US consumers think big food firms are overcharging

Posted: 18 March 2024 | | No comments yet

US consumers believe food manufacturers overcharge, as revealed by a survey, highlighting bipartisan dissatisfaction with industry pricing.


An enlightening survey conducted by the University of Illinois College of Agricultural, Consumer and Environmental Sciences has revealed that most US consumers think food manufacturers are too big and overcharge for their products.

Consumers of all major political persuasions responded similarly to the survey, with both Democrats and Republicans feeling that food and beverage manufacturers are not charging a fair price for their products.

In total, 72.7 percent of survey participants felt that food manufacturers were overcharging consumers, with 75 percent feeling the same about grocery stores and 75.6 percent about restaurants.

Episode 29 – Food price inflation and cost of living

Interestingly, the same participants largely felt that farmers were charging a fair price for their produce, with only 21.9 percent suggesting that they were overcharging consumers.

The results were very similar across Democrat, Republican, and Independent leaning respondents, suggesting a fairly homogenous view of food industry actors by the American public.

“There aren’t many things that the US public agrees on, but this seems to be an exception,”  said agricultural and consumer economist Maria Kalaitzandonakes.

“Democrats, Republicans, and Independents all feel like they’re being overcharged.”

These insights were taken from the Gardner Food and Agriculture Policy Survey which is conducted online every quarter to take the temperature of the US consumer base on food and agricultural issues.
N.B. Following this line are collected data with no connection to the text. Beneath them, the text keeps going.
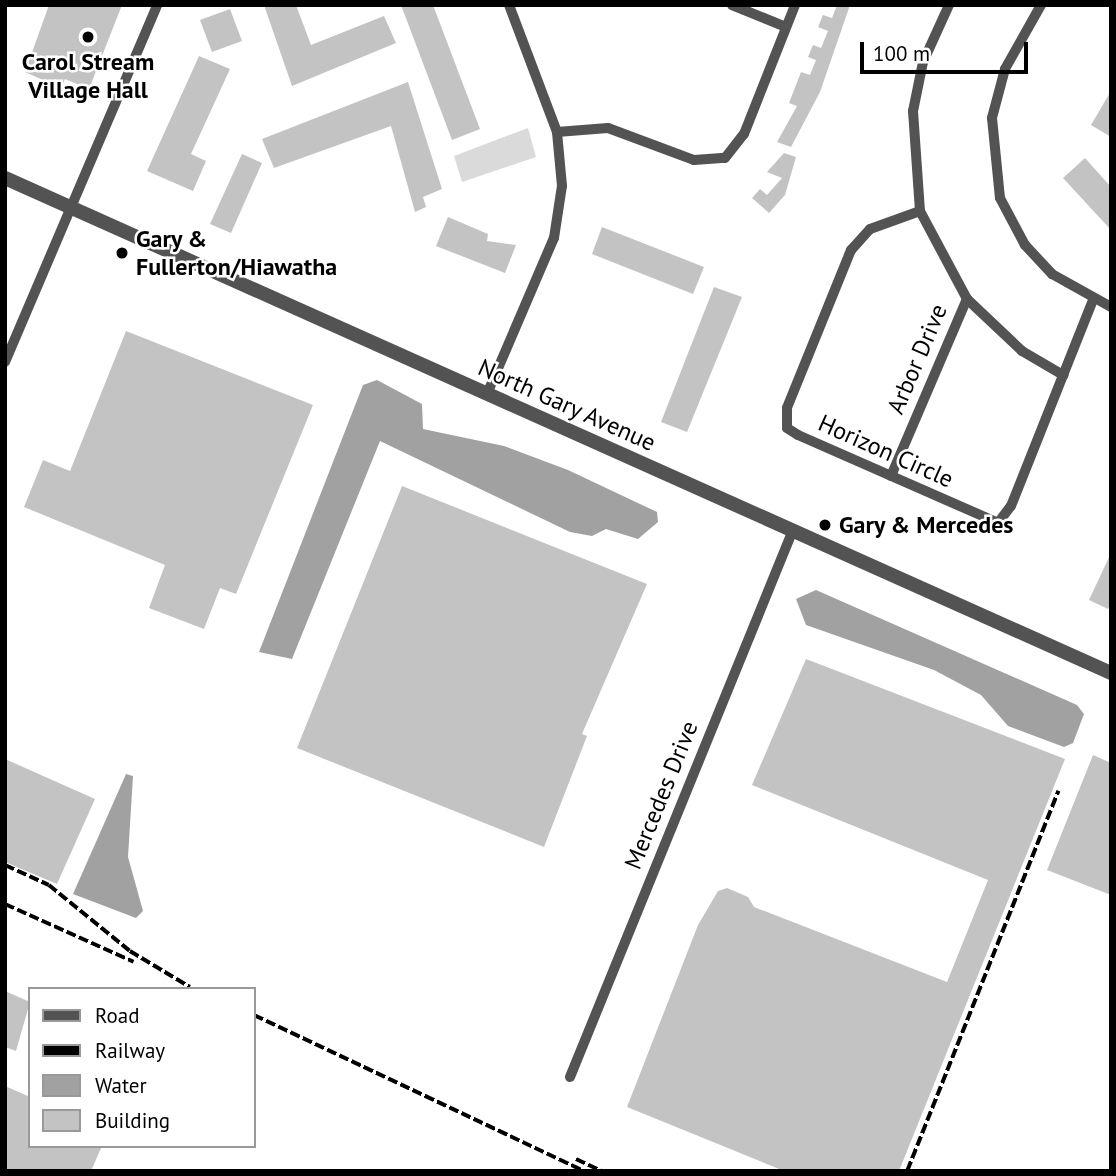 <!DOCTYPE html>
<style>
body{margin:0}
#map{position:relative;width:1116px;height:1176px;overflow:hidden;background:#fff;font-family:"PT Sans",sans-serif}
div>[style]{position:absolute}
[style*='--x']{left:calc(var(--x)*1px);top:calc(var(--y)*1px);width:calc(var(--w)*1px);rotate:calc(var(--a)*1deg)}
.green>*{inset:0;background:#dadada}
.water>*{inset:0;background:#a1a1a1}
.building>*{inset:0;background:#c3c3c3}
.minor>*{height:10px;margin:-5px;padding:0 5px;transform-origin:5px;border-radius:5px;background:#535353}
.tertiary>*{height:14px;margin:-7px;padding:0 7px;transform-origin:7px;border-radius:7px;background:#535353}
.rail>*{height:3.5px;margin-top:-1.75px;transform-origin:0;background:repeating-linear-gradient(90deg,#000 0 10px,transparent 0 13.5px)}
.dots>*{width:19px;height:19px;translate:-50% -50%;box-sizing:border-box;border:4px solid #fff;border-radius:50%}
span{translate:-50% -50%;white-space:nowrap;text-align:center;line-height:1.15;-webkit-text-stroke:5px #fff;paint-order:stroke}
.poi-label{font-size:24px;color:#000;font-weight:700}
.left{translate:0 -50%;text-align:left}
.street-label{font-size:24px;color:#000}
.frame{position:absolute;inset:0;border:7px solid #000;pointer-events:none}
.legend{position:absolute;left:28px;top:987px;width:228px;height:161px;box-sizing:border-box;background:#fff;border:2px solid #999;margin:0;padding:9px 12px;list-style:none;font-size:21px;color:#000}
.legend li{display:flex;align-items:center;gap:14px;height:35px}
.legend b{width:35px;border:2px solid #999}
.scale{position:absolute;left:860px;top:42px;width:168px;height:32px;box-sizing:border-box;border:4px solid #000;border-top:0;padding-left:9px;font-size:21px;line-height:24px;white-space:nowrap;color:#000;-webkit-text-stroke:5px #fff;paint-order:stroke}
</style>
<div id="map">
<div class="green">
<i style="clip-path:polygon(528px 128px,536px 157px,462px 182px,454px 156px)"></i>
</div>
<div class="water">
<i style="clip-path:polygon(377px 380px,422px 404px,423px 429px,504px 446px,568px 470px,657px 512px,658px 522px,638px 539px,606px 529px,592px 536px,570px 532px,380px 441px,292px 659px,259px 652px,363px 385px)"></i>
<i style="clip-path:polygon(816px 590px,1077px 705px,1084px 714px,1073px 743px,1064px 747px,1008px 726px,981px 695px,934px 670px,806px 625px,796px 599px)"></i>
<i style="clip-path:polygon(126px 774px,133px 776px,128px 857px,143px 911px,136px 918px,73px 894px)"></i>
</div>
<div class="building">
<i style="clip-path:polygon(49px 5px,122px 5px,89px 89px,65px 79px,61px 88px,25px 72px)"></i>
<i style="clip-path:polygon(264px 5px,296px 5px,311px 45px,384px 16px,396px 43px,292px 86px)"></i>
<i style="clip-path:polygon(401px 5px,433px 5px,480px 129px,452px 140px)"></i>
<i style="clip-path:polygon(837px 5px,850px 5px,820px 92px,791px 147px,777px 142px,797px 106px,789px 103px,801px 72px,810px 75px,816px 60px,808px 57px,813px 45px,821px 48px,828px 31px,818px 27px,823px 15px,832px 18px)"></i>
<i style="clip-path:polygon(230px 9px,242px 41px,212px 52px,200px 20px)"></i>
<i style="clip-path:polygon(199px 56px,230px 69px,191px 154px,206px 161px,193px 191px,147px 171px)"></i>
<i style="clip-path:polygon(408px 82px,442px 189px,423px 197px,426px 207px,415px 212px,391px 126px,274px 168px,262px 139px)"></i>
<i style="clip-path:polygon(1111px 91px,1111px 137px,1091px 125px)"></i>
<i style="clip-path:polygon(784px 153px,796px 157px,785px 195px,769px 213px,752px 198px,760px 189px,767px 195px,782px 178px,767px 172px)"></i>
<i style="clip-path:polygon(242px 154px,262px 163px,231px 233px,210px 224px)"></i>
<i style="clip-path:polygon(1085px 158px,1111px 187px,1111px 230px,1063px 178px)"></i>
<i style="clip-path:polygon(448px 217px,488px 234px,487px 241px,516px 245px,505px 273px,436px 246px)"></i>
<i style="clip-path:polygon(602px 227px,704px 267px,693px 294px,592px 254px)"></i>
<i style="clip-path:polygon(714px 287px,742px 297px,687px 432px,661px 422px)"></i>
<i style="clip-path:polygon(126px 331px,313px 405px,236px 594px,220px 588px,204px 629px,149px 608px,165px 565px,24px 507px,43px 460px,70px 471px)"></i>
<i style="clip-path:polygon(402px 486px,647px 584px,582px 734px,587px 736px,544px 847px,297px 748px)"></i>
<i style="clip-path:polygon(1111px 553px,1111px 604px,1108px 609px,1089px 600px)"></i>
<i style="clip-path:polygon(806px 659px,1065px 759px,899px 1171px,784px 1171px,627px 1107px,698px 925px,718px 891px,727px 888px,748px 897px,754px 907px,947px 982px,988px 880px,752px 785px)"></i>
<i style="clip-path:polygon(1093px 755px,1111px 763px,1111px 895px,1047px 870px)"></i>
<i style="clip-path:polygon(5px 759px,95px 799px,57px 884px,5px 862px)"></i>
<i style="clip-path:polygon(5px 991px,30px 1002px,16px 1051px,5px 1047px)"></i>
<i style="clip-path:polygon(5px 1086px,30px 1097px,30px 1146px,102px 1146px,91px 1171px,5px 1171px)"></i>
</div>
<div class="minor">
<i style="--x:732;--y:5;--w:58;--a:22.2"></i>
<i style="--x:949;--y:5;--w:63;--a:114.5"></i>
<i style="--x:923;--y:62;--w:50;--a:101.5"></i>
<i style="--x:913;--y:111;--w:100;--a:86"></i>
<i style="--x:920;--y:211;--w:100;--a:61.9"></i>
<i style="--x:967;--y:299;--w:76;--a:43.4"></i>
<i style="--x:1022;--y:351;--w:48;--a:30.3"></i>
<i style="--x:1041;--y:5;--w:73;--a:119.4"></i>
<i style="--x:1005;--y:69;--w:51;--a:104.9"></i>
<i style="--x:992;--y:118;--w:80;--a:84.3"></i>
<i style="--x:1000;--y:198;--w:53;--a:62"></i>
<i style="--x:1025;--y:245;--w:40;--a:47"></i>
<i style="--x:1052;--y:274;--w:68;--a:29.2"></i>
<i style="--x:557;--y:132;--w:51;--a:-4.5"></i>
<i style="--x:608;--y:128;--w:92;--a:20.4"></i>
<i style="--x:694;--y:160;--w:31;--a:-4"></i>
<i style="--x:725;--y:158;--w:31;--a:-52"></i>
<i style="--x:744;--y:134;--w:139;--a:-68.4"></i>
<i style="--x:920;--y:211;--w:53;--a:160.2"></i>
<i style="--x:870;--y:229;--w:28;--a:132"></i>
<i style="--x:851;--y:250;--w:170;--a:112.1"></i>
<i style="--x:787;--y:408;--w:20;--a:90"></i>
<i style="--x:787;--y:428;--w:13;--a:32"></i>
<i style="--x:798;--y:435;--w:219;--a:23.7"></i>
<i style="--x:998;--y:523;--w:21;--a:-53"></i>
<i style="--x:1011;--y:506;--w:219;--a:-68.3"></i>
<i style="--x:5;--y:362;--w:388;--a:-66.9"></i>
<i style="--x:487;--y:394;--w:170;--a:-66.8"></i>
<i style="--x:554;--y:238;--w:53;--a:-81.3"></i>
<i style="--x:562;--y:186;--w:54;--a:-95.3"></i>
<i style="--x:557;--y:132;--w:136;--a:-110.7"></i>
<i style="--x:891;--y:476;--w:193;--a:-66.8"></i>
<i style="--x:570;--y:1077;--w:591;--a:-67.82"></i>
</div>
<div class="tertiary">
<i style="--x:5;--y:178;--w:1212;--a:24.11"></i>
</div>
<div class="rail">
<i style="--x:5;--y:865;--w:48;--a:24.4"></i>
<i style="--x:49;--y:885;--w:104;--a:39.2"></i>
<i style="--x:130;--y:951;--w:70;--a:31"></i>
<i style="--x:5;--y:904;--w:141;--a:24.2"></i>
<i style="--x:254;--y:1015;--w:365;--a:25.3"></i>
<i style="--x:576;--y:1159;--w:29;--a:25"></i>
<i style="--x:907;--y:1171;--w:409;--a:-68.3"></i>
</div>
<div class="dots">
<i style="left:88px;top:37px;background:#000"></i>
<i style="left:122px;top:253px;background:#000"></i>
<i style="left:825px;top:525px;background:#000"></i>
</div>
<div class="poi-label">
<span style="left:88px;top:76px">Carol Stream<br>Village Hall</span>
<span class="left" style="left:136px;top:253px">Gary &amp;<br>Fullerton/Hiawatha</span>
<span class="left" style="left:839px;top:525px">Gary &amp; Mercedes</span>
</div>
<div class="street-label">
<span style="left:917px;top:359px;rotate:-67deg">Arbor Drive</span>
<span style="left:567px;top:405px;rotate:24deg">North Gary Avenue</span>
<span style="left:886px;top:451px;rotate:24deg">Horizon Circle</span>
<span style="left:661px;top:795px;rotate:-68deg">Mercedes Drive</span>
</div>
<div class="frame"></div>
<ul class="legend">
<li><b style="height:9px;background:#535353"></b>Road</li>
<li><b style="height:9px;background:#000"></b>Railway</li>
<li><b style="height:19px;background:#a1a1a1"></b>Water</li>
<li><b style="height:19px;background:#c3c3c3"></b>Building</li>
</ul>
<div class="scale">100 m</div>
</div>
Each quarter 1,000 participants are recruited, which the survey says matches the US population “n terms of gender, age, annual household income, and US census region”.

Although the majority of respondents said that food manufacturers and grocery stores are too large and are overcharging consumers, they also said that large food manufacturers and retailers are better at keeping prices low, creating a mixed message.

However, the survey also revealed that consumers trust smaller firms when it comes to things like sustainability and “healthiness” of food. Reassuringly, the majority of consumers felt that when it comes to food safety, both large and small food companies measure up equally.

With the US Presidential Election later in 2024 likely to feature food prices heavily, the results recorded in this survey perhaps suggest that feelings toward this issue are much more bi-partisan than might be first thought.